• **DATA SECTION**

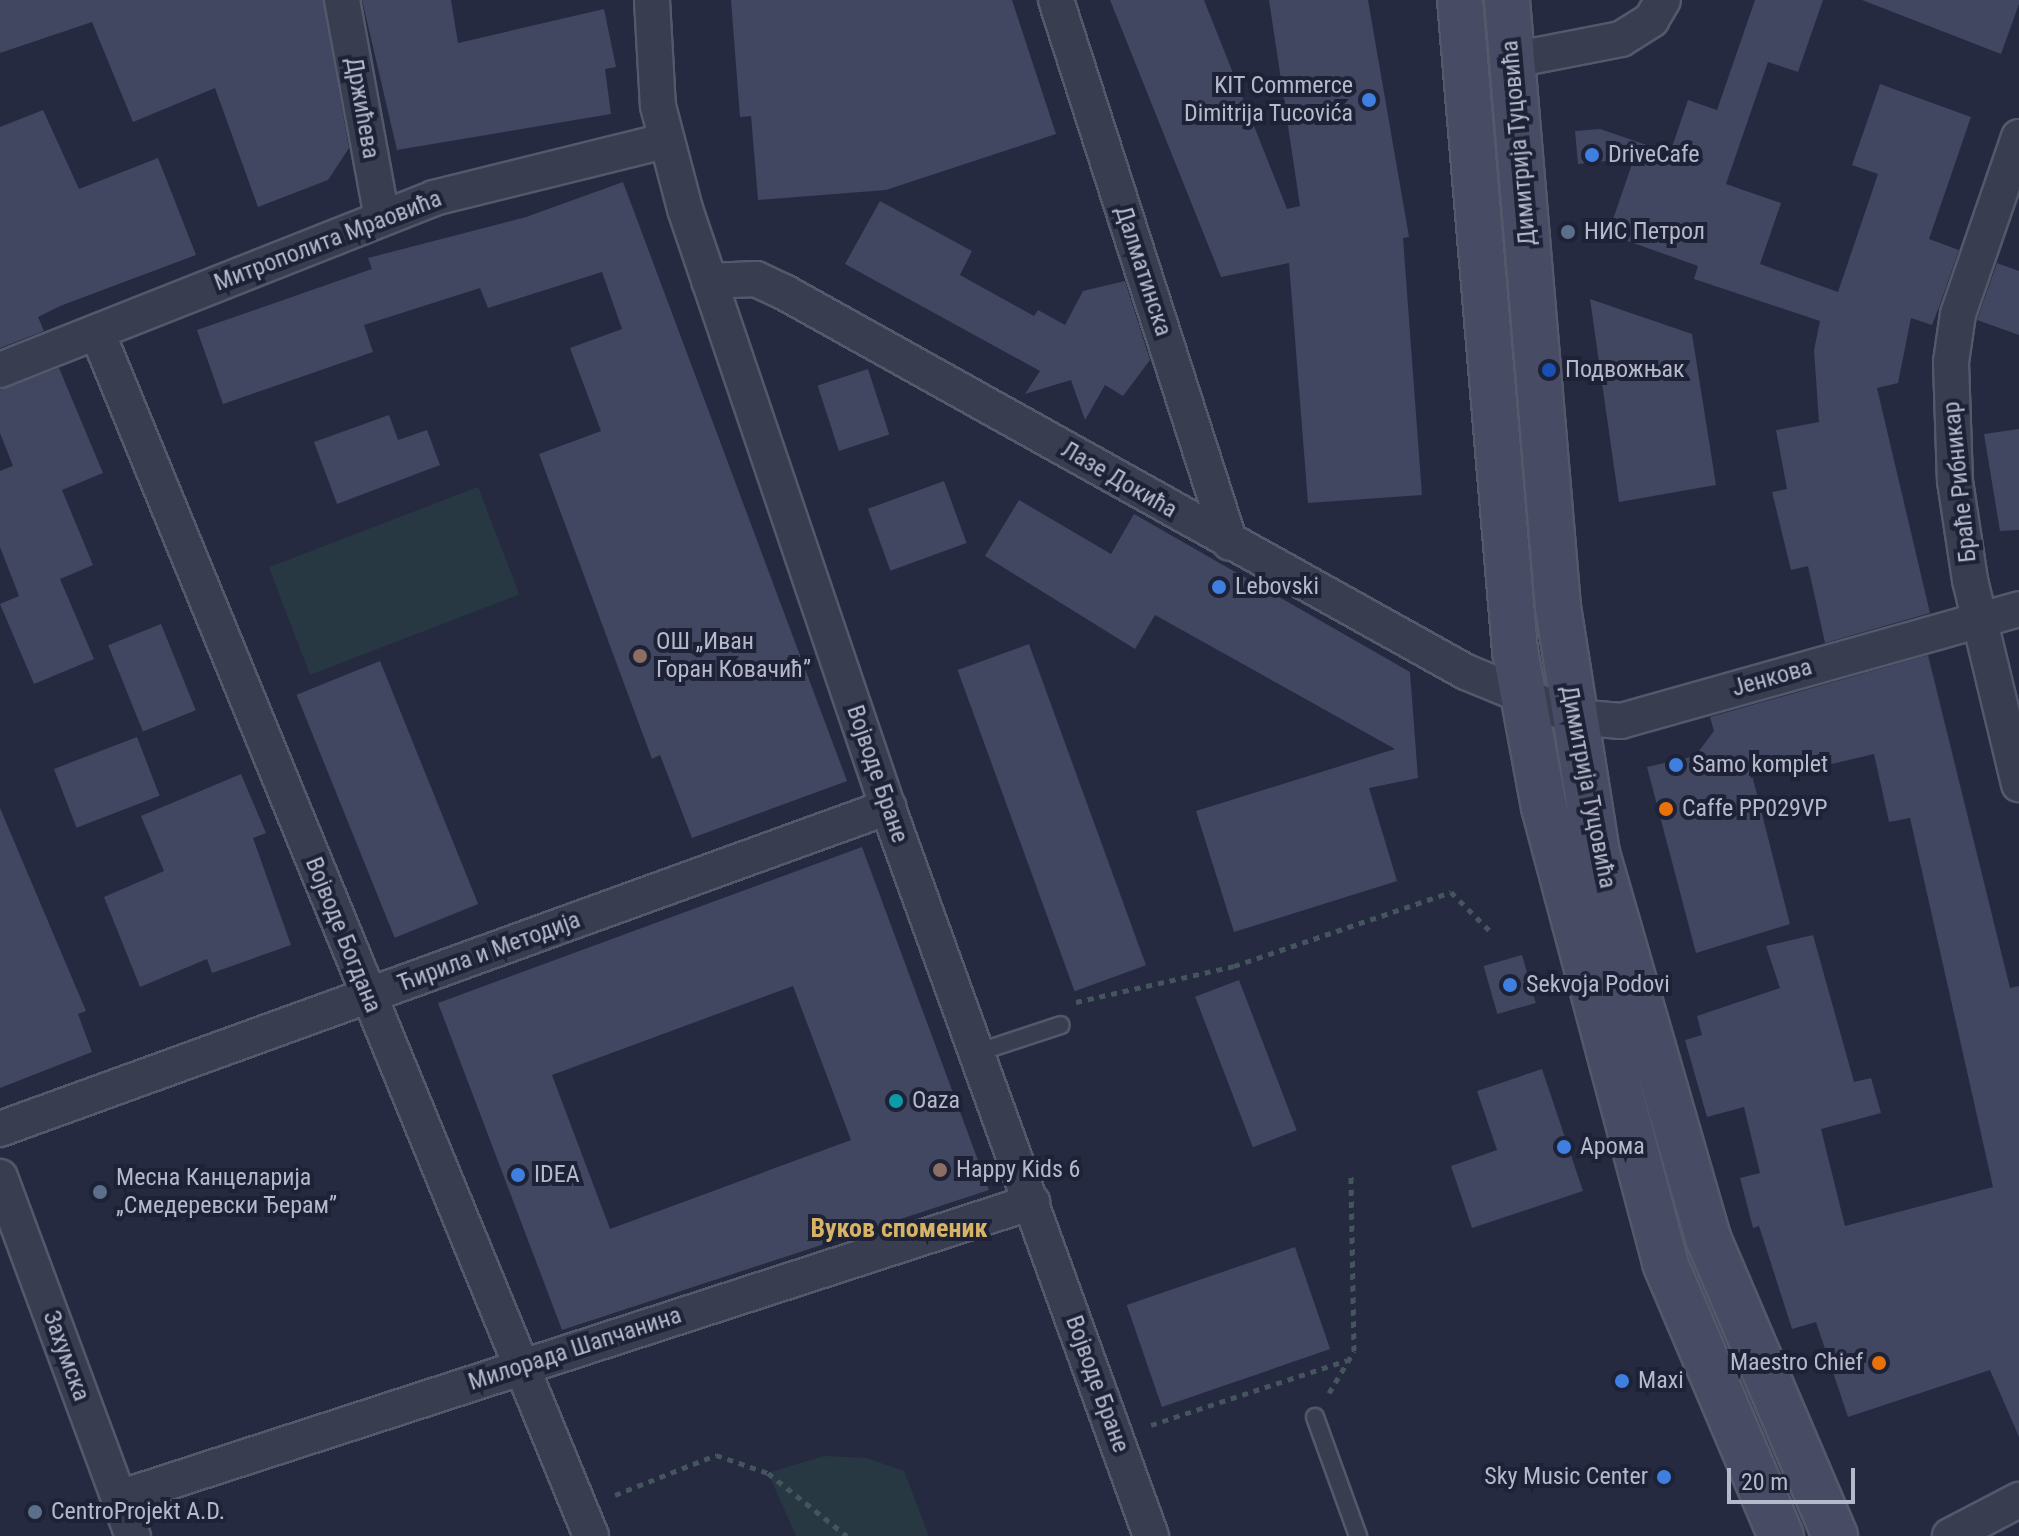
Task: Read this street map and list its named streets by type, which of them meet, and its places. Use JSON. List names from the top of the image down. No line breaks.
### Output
{"streets":{"main road":["Димитрија Туцовића"],"street":["Држићева","Митрополита Мраовића","Далматинска","Лазе Докића","Браће Рибникар","Јенкова","Војводе Бране","Војводе Богдана","Ћирила и Методија","Милорада Шапчанина","Захумска"]},"crossings":[["Држићева","Митрополита Мраовића"],["Димитрија Туцовића","Лазе Докића"],["Димитрија Туцовића","Јенкова"],["Митрополита Мраовића","Војводе Бране"],["Митрополита Мраовића","Војводе Богдана"],["Далматинска","Лазе Докића"],["Лазе Докића","Јенкова"],["Лазе Докића","Војводе Бране"],["Браће Рибникар","Јенкова"],["Војводе Бране","Ћирила и Методија"],["Војводе Бране","Милорада Шапчанина"],["Војводе Богдана","Ћирила и Методија"],["Војводе Богдана","Милорада Шапчанина"],["Милорада Шапчанина","Захумска"]],"districts":["Вуков споменик"],"places":["KIT Commerce Dimitrija Tucovića","DriveCafe","НИС Петрол","Подвожњак","Lebovski","ОШ „Иван Горан Ковачић”","Samo komplet","Caffe PP029VP","Sekvoja Podovi","Oaza","Арома","Happy Kids 6","IDEA","Месна Канцеларија „Смедеревски Ђерам”","Maestro Chief","Maxi","Sky Music Center","CentroProjekt A.D."],"scale_bar":"20 m"}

• **WHAT YOU NEED TO DO**
State how many lines of the material above contain the word "street". Say nothing else.

• **EXERCISE RESULT**
2